13.3 Nothing in this clause 13 shall prevent You from raising court proceedings in any court of competent jurisdiction. If arbitration has been initiated by either Party in accordance with clause 13.2 at the time that You choose to raise court proceedings then it is agreed that such arbitration is to be discontinued, unless the court finds that the You have waived such right by substantially participating in the arbitration without having raised your right under this clause 13.3.
14. Freedom of information
14.1 We are under a duty to comply with FOISA and the EIRs. You will assist and reasonably cooperate with us to enable us to comply with these information disclosure requirements.
14.2 Where We receive a request for information concerning this Contract, We are responsible for determining at our absolute discretion whether information requested is to be disclosed to the requester or whether the information requested is exempt from disclosure in accordance with FOISA or the EIRs. However, We undertake to give due consideration as to whether information is exempt from disclosure on the ground that disclosure may prejudice substantially Your commercial interests.
14.3 You acknowledge that We may disclose information requested concerning this Contract without consulting You, or following consultation and having taken the Your views into account. Where We disclose information without consulting the You, We shall take reasonable step where practicable to give You advance notice of the disclosure.

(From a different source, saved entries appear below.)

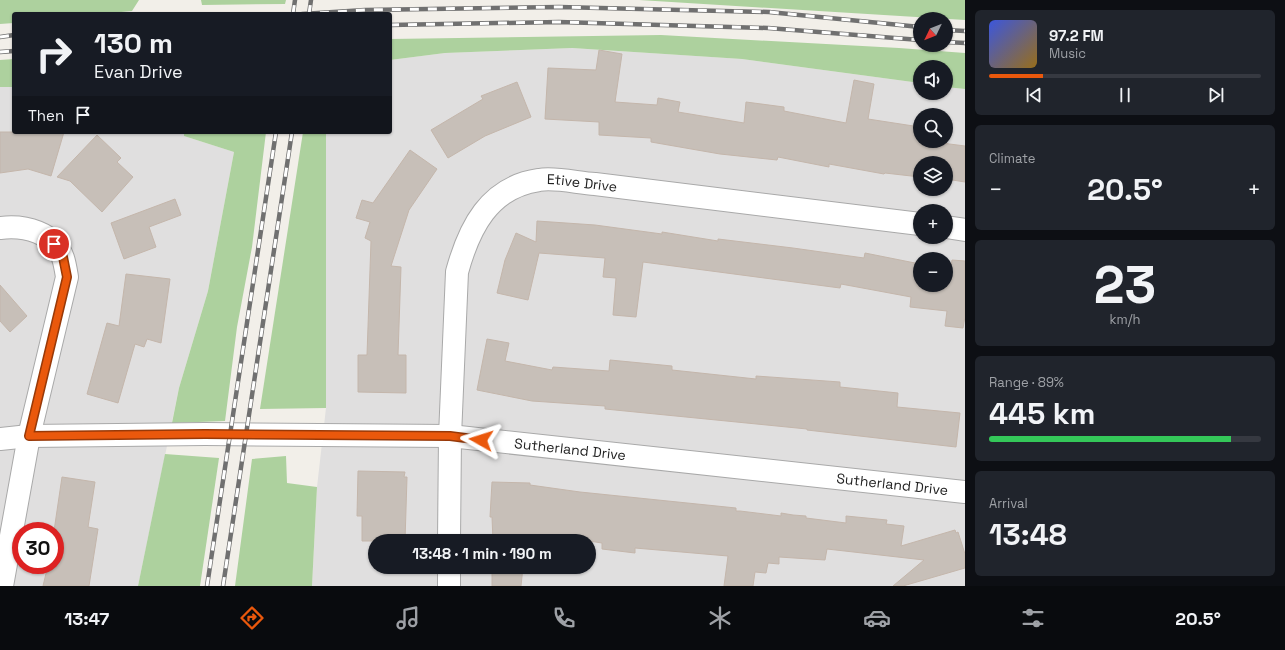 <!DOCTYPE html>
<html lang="en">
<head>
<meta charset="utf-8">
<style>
  :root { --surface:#171b24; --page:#20242c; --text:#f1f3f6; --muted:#9ea1a6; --line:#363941; --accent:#ea580c }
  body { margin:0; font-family:"Space Grotesk",sans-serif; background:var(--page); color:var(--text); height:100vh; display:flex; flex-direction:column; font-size:15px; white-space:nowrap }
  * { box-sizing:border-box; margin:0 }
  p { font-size:13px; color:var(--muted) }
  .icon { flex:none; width:22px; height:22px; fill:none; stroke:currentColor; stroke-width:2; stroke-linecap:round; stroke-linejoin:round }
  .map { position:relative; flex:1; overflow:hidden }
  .drawer { display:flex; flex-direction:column; gap:10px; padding:10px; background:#0d0f14; width:320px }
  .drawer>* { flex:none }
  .top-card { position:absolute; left:12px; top:12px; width:380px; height:122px; border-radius:4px; box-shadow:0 1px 3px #0004; background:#171b24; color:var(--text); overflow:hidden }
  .needle { width:26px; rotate:227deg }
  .fabs { position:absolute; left:913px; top:12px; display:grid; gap:8px }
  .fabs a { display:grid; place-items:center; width:40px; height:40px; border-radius:50%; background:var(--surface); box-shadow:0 1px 3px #0004; font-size:20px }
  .speed { position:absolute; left:12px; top:522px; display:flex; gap:8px; font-size:20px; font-weight:700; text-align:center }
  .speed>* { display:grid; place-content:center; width:52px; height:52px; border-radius:50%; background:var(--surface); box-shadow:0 1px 3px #0004; line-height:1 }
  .speed .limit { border:6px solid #d22; background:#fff; color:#111 }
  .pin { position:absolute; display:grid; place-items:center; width:34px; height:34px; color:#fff; margin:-17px; border:2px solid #fff; border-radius:50%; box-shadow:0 1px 4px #0007 }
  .me { position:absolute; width:44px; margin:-22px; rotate:276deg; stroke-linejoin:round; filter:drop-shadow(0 0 3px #0008) }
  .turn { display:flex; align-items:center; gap:14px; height:84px; padding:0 16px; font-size:18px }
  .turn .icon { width:52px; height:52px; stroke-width:2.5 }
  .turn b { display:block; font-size:28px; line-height:34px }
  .then { display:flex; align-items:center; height:38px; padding:0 16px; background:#0003; gap:8px; font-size:15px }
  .big { font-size:30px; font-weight:700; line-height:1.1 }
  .drawer .tile { flex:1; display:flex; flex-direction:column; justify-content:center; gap:6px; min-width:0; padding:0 14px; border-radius:6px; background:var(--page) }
  .drawer .dial { align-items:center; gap:0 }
  .dial b { font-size:52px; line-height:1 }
  .song { display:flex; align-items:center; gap:12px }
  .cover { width:48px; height:48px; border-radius:6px; background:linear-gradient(135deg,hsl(230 70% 55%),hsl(40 70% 35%)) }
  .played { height:4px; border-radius:2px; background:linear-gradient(90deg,var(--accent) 20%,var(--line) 20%) }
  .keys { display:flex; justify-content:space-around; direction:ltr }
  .heat { display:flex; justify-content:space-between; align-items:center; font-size:22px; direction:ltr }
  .charge { height:6px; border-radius:3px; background:linear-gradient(90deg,#34c759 89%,var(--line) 0) }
  .trip { position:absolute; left:368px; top:534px; width:228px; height:40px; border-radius:20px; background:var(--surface); box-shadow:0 1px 3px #0004; font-weight:700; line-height:40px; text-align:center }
  .dock { display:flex; height:64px; justify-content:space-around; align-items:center; background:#090b0e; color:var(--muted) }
  .dock .icon { width:28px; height:28px }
  .dock .active { color:var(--accent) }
  .dock b { font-size:18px; color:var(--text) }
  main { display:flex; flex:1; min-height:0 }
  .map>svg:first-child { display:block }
  .residential { fill:#e0dfdf; fill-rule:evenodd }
  .forest { fill:#add19e }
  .building { fill:#c7bfb8; stroke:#c4b6ab }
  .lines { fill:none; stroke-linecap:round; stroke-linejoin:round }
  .minor-casing { stroke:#a9a9a9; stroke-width:24 }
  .minor { stroke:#fff; stroke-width:22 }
  .rail-casing { stroke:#707070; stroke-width:4.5 }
  .rail { stroke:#fff; stroke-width:3; stroke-dasharray:9; stroke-linecap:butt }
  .route-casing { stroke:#983908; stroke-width:10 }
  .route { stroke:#ea580c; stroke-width:7 }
  .labels { text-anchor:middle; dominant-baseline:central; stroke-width:3.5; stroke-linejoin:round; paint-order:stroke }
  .street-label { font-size:14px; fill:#222; stroke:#fff }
</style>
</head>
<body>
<main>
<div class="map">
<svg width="965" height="586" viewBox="0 0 965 586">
  <rect width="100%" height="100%" fill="#f2efe9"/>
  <!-- residential -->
  <g class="residential">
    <path d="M572 48 742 59 920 83V93H946V87L965 89V586H312L317 487 326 408V132H390V60L445 53ZM920 115H946V141H920ZM920 163H946V189H920ZM920 211H946V237H920ZM920 259H946V285H920ZM375 541H589V567H375Z"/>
    <path d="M0 87H14V132H184V136L234 152 208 291 179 388 138 586H0ZM21 531H55V565H21Z"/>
  </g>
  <!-- forest -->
  <g class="forest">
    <path d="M0 0H139L132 11 100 14H14V23L0 24Z"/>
    <path d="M201 0H286L285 4 202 5Z"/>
    <path d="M639 0H965V20Z"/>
    <path d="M661 35 899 48 965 53V89L946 87V67H920V83L742 59 572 48 445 53 390 60V39Z"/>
    <path d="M14 59V87H0V60Z"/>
    <path d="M184 132H266L252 247 237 327 225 421 172 423 179 388 208 291 234 152 184 136Z"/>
    <path d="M303 132H326V408L260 409Z"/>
    <path d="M165 454 219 458 200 586H138Z"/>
    <path d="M286 456 287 483 317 487 312 586H235L252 459Z"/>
  </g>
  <!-- building -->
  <g class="building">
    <path d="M599 50 622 54 615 102 657 105 658 98 680 102 678 112 744 123 746 102 784 107V111L846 123 854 80 874 84 868 119 920 127V141H942V143L965 146V182L946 179V163H920V177L885 173 884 174 829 164V167L778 157 777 160 720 154 651 142V138L599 135V122L545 119 548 68 596 70Z"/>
    <path d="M517 82 531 117 485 136 448 158 431 130 483 99 481 96Z"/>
    <path d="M0 132H64L51 176 28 169 0 173Z"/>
    <path d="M97 135 121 158 117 162 133 177 102 212 70 181 57 177Z"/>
    <path d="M410 150 437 169 409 210 391 266 401 267 398 355H406V393L358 392V355H367L371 241 365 238 370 222 356 218 362 200 373 203Z"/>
    <path d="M175 199 181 215 149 227 156 247 124 259 111 223Z"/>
    <path d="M537 221 595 225 662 234V232L718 241V239L793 248 864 258 865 253 920 264V285H946V267H951L952 260 965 261V317L963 328 945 326 947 311 910 307 911 297 841 284 840 288 643 262 636 317 613 315 616 278 603 277 605 258 539 253 528 300 497 293 505 260 516 233 536 242Z"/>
    <path d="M126 274 170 279 161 343 147 339 144 347 135 344 118 403 87 394 107 323 119 326Z"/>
    <path d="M0 285 27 316 10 332 0 321Z"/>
    <path d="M487 339 509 343 505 361 552 370 553 367 609 371 610 360 672 366V370L756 379V376L840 382V387L898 393 897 407 960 413 956 447 807 430V429L605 409V406L532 401 477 390Z"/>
    <path d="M358 471 405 472 404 477H407L405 541H362V516H357Z"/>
    <path d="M62 477 95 482 88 527 98 529 89 586H43L48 565H55L54 531Z"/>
    <path d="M492 482 530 483V485L580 492 736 508V511H740L781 516V513L793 515 806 516V518L846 523V516L887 520 886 524 904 526 901 546 955 530 956 533 958 532 965 554V568L903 586H893L924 560 827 549 825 560 779 557V564L768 563 766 573 755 572 753 586H724L728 556 635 548V553L602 549V543L589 541H493L492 517H490Z"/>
    <path d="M492 567H523L521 586H492Z"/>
  </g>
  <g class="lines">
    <defs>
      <g id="minor">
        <path d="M946 227 965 230"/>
        <path d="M0 228C25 225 54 232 63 258 65 264 66 271 67 277L29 436 2 586"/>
        <path id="s1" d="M0 439 29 436 205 434 450 436 965 492"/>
        <path id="s2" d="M449 541 450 436 457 272C469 228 489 187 539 180 555 177 578 183 595 184L920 224"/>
        <path d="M449 586V567"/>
      </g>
    </defs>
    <!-- minor casing -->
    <use href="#minor" class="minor-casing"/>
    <!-- minor -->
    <use href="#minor" class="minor"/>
    <defs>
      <g id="rail">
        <path d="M293 14 295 0"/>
        <path d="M302 14 365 10 559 7 769 12 920 27"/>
        <path d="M309 14 311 0"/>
        <path d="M390 25 559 22 768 28 920 40"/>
        <path d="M946 30 965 31"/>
        <path d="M0 37 14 35"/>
        <path d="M946 42 965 43"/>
        <path d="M0 52 14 51"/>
        <path d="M207 586 276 132"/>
        <path d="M223 586 292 132"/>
      </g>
    </defs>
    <!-- rail casing -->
    <use href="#rail" class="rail-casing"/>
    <!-- rail -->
    <use href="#rail" class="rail"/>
  </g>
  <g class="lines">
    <defs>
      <path id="route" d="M54 244 63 257 67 277 29 436 205 434 450 436 481 440"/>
    </defs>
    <!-- route casing -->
    <use href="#route" class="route-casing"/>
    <!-- route -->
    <use href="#route" class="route"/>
  </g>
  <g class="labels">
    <!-- street labels -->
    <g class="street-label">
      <text stroke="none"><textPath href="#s2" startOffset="444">Etive Drive</textPath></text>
      <text stroke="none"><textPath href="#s1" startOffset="571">Sutherland Drive</textPath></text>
      <text stroke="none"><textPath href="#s1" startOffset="895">Sutherland Drive</textPath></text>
    </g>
  </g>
</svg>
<div class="fabs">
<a><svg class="needle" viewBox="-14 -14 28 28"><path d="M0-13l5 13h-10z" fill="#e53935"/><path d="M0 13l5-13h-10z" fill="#9ea1a6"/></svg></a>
<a><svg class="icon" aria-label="sound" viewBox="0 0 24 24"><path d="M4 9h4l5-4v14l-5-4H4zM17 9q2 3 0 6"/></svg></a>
<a><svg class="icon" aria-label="search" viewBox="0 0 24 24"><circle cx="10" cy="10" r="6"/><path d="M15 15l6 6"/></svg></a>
<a><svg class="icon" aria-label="layers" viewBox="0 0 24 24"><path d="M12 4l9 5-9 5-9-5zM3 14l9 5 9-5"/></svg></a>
<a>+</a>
<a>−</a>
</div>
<div class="speed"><div class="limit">30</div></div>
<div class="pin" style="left:54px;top:244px;background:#d93025"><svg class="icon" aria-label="arrive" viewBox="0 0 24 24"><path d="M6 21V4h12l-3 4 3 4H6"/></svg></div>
<svg class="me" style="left:481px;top:440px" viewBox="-20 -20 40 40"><path d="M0-17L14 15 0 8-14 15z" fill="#ea580c" stroke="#fff" stroke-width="4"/></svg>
<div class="trip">13:48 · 1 min · 190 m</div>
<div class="top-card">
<div class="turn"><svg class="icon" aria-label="right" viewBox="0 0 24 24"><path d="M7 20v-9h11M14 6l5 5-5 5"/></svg><div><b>130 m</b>Evan Drive</div></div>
<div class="then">Then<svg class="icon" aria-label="arrive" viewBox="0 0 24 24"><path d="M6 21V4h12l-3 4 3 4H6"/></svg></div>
</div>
</div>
<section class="drawer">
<div class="tile">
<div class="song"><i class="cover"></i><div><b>97.2 FM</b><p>Music</p></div></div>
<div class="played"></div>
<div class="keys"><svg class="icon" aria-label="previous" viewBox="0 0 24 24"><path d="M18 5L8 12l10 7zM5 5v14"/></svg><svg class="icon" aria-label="pause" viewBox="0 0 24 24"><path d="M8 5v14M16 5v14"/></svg><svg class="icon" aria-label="next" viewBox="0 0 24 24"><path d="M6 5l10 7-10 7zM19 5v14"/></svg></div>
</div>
<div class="tile"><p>Climate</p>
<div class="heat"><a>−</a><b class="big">20.5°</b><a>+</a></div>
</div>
<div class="tile dial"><b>23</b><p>km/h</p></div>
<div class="tile"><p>Range · 89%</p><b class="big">445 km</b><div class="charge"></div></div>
<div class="tile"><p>Arrival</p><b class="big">13:48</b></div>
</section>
</main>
<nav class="dock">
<b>13:47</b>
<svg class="icon active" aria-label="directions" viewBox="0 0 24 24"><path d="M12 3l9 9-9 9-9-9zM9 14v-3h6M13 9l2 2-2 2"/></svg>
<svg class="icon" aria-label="music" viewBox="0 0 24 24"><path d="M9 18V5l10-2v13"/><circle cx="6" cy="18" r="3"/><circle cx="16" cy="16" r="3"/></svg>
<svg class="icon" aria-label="phone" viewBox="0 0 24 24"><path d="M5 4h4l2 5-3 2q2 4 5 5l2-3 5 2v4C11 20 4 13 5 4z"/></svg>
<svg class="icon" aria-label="climate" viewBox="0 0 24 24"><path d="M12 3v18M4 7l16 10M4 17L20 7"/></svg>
<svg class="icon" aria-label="car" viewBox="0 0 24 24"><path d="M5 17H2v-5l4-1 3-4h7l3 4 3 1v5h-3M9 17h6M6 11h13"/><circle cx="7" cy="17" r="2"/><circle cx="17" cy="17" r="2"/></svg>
<svg class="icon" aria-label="filters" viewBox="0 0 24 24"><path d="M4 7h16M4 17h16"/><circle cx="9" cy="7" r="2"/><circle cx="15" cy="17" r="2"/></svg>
<b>20.5°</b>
</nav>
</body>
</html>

15.1 Any failure of either Party to insist upon strict performance of any provision of this Agreement, or the failure of either Party to exercise, or any delay in exercising, any right or remedy does not constitute a waiver of that right or remedy and does not cause a diminution of the obligations established by this Agreement
16.1 If any provision of this Contract is held invalid, illegal or unenforceable for any reason by any court of competent jurisdiction, such provision is severed and the remainder of the provisions of this Contract continue in full force and effect as if this Contract had been executed with the invalid, illegal or unenforceable provision eliminated.
17.1 Other than as expressly set out in this Contract, this Contract shall not be varied or amended unless such variation or amendment is in Writing and signed by both Parties.
18. Governing law
18.1 This Agreement shall be governed by and construed in accordance with the laws of Scotland and shall be subject to the exclusive jurisdiction of the Scottish courts.